Texte critique de Marion Zilio, commissaire de l'exposition, novembre 2023
Clinique de la méridienne
« Mon travail repose principalement sur du récit, mais je suis incapable d’écrire de la fiction », me dit-elle. Alors, pour y remédier, Juliette George entreprend de consigner méthodiquement son processus de recherche dans une mise en récit aussi factuelle que décalée. Pour sa première exposition personnelle, l’artiste, en digne héritière des conceptuels, a le souci de son format, de l’adresse et de l’accueil des publics. Comment améliorer le confort de lecture des visiteur·ices de même que la performance globale de son exposition ? Paraître sympathique, tout en étant pertinente ? Mais d’abord, qu’est-ce qui s’expose dans une exposition ?
Appliquée, un brin scolaire, Juliette George déplie les affres d’un régime de l’art contemporain dans l’interstice qui se noue entre hospitalité et ergonomie. Mais bien vite, le discours conceptuel et analytique va croiser celui de l’analyse, tandis que l’espace du 3 bis f devient la caisse de résonance à partir de laquelle se dissèquent les mécanismes structurels propres à l’art et à la mise en abîme de soi. L’artiste-autrice manipule les registres discursifs dans une libre association d’idées, où chaque élément de l’exposition — des méridiennes aux divans, du care au curateur, de l’hospitalité à l’hospitalier — s’encastre dans une architecture autant physique que mentale.
L’épreuve de l’hospitalité
Si les musées et les centres d’art contemporain affichent des velléités démocratiques, force est de constater que l’accueil réservé à ses publics a de quoi susciter la perplexité. Constamment surveillé·es, soumis·es à des parcours ou des injonctions (« ne pas toucher », « ne pas parler », « faire attention »), les visiteur·ices sont tenu·es à distance par des enjeux tant matériels que conceptuels, abolissant bien souvent la rencontre sensible avec l’œuvre. Face à ces consignes autoritaires, l’institution n’échappe pas à son programme et demeure le terrain de batailles idéologiques, politiques et économiques, fondées sur des rapports d’inclusion et d’exclusion. Les lieux d’art sont en cela, par excellence, des « hétérotopies », au sens de Michel Foucault. Ce sont en effet des « espaces autres » qui, à l’instar des maisons de repos, des cliniques psychiatriques, des écoles ou des prisons, se définissent par leur fonction ainsi que par leur capacité à instituer des ruptures ou des déviations dans le continuum du temps et des normes exigées par notre société.

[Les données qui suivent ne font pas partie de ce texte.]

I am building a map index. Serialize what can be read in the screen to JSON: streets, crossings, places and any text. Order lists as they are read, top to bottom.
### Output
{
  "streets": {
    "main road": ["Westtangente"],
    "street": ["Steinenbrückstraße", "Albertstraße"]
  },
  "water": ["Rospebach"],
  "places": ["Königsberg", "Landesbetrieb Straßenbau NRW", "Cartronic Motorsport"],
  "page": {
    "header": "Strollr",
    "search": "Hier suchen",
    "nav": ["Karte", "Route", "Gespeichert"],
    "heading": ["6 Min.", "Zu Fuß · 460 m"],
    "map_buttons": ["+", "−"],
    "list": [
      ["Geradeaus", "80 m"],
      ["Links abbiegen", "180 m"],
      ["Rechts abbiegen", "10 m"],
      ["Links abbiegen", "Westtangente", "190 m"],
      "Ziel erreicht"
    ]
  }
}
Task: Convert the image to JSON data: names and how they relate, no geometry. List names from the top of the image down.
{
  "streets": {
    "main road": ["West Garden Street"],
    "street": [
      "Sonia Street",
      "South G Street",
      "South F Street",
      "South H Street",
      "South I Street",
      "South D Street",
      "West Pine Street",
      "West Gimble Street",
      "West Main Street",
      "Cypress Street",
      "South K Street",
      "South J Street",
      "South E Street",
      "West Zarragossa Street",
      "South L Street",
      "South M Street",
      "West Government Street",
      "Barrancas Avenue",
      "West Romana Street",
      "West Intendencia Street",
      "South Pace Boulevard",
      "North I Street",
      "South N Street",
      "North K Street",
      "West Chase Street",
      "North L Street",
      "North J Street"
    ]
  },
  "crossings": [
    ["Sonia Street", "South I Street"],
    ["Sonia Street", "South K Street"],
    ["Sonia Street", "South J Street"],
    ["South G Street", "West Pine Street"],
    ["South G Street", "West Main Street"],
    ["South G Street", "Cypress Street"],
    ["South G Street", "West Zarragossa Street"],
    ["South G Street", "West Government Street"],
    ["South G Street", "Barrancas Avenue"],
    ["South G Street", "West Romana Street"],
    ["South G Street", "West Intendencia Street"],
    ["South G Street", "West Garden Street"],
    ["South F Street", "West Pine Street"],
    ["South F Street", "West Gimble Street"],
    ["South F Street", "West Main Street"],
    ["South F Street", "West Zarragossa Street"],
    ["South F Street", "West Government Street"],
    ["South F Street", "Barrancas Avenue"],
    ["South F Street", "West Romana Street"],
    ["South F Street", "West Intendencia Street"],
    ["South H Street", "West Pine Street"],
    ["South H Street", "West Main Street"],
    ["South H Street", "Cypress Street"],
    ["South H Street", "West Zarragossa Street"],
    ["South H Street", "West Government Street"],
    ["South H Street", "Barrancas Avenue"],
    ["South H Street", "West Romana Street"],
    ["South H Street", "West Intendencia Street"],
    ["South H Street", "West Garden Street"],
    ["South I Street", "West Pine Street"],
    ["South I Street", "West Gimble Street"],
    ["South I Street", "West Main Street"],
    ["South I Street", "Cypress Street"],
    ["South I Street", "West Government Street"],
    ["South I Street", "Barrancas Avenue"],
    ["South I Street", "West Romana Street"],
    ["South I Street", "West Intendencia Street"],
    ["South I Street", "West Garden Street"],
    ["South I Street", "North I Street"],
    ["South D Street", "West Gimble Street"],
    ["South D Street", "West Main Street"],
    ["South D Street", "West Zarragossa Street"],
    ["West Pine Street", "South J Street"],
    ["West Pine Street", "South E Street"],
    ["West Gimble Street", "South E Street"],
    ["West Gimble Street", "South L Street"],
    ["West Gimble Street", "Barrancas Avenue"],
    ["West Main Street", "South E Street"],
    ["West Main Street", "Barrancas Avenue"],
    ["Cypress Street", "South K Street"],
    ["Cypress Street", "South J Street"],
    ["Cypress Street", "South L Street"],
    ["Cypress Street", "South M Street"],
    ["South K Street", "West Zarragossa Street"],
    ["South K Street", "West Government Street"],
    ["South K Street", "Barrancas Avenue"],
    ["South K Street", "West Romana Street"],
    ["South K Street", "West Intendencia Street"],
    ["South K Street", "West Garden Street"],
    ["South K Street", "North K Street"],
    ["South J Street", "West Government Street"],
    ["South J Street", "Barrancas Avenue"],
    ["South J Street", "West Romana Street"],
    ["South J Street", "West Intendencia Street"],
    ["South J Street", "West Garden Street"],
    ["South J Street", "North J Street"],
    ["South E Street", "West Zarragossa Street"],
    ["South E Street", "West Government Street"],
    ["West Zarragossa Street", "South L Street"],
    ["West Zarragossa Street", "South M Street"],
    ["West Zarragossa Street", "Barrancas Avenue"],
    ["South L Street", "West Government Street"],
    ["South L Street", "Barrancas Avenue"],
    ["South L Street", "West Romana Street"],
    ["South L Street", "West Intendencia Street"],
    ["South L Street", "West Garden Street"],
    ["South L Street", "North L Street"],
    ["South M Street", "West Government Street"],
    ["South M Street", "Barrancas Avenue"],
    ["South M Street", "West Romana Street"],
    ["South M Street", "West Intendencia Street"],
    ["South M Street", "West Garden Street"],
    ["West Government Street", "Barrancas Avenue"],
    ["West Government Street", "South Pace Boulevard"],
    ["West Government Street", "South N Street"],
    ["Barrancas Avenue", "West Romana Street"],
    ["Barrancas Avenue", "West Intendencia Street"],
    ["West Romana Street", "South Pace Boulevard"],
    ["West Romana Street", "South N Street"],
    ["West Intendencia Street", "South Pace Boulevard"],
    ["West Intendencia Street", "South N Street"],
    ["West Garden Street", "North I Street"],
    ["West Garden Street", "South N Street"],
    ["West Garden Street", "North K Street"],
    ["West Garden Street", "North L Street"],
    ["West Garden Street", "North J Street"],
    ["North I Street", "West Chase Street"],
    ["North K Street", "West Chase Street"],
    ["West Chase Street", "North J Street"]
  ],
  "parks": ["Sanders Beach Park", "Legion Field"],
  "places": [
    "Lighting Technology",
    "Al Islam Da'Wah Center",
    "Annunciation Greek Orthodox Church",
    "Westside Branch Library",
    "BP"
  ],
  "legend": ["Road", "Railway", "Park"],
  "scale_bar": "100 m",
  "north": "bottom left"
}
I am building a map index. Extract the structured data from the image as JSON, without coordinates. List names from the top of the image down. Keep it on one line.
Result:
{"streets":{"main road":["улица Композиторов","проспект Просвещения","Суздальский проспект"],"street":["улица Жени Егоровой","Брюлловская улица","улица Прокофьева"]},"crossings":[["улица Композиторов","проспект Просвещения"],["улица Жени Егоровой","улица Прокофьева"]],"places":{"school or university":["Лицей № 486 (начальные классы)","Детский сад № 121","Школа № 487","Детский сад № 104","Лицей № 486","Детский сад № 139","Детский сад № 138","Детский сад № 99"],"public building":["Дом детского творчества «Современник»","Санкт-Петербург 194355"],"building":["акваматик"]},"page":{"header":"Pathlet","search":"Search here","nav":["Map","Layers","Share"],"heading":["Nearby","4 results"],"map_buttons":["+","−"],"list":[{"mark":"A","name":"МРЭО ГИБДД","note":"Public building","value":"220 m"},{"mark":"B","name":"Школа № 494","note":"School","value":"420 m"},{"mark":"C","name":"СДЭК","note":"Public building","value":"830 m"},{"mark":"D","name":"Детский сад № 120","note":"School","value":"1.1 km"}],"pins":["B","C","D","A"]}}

Comment dès lors créer du lien, favoriser l’adhésion à l’œuvre, rendre l’ensemble plus sympathique ? (À l’heure où j’écris ces lignes, le mot sympathie est écrit 17 fois dans son texte, sympathique 6, sympathies 1.)
De même que l’on peut réduire les efforts en travaillant la structure logique d’un texte, se dit-elle, on pourra aussi les réduire grâce au confort de lecture. C’est ainsi que Juliette George s’engage dans une « vaste enquête d’évaluation ergonomique » auprès d’une « enveloppe groupale » constituée d’une douzaine d’individus. Le « jury d’assises » teste et commente consciencieusement les « assises » (on se croirait au tribunal) choisies au préalable par l’artiste.
Taille du livre, inclinaison du dossier, repose-pieds, couverture, mais aussi test qualitatif et quantitatif, optimisation, stockage, c’est toute une logistique curatoriale qui préoccupe l’artiste. Quand la recherche de soin lui fait soudain craindre l’endormissement politique, le confort bourgeois. À être trop sympa, décidément, on risque d’être mal aimé !
Ce n’est pas un hasard si Juliette George a élu la méridienne comme assise la plus propice à la lecture de son récit. « Avoir le cœur au niveau des chevilles » sonne tel un slogan publicitaire prompt à échauffer ses fantasmes managériaux. Encore faut-il revenir ici, de manière plus prosaïque, à l’objet. Sorte de banquette ou de sofa, on aura tôt fait d’y voir le divan de la psychanalyse et l’on se souviendra que le terme « clinique » vient du grec Kliné qui signifie lit. Tandis que la méridienne se rapporte au midi.
Heure méridienne.
Torpeur méridienne.
Ombre méridienne. Diable méridien, lis-je dans le dictionnaire.
La méridienne rompt la continuité du jour par une sieste. « Démon de midi » et des songes qui s’immiscent au beau milieu de la journée, et Descartes, et les Lumières à sa suite, d’ajouter que la folie se rencontre à côté du rêve. Et voilà que le champ lexical de la psychanalyse s’invite à nouveau et étaye ce choix de notions évocatrices.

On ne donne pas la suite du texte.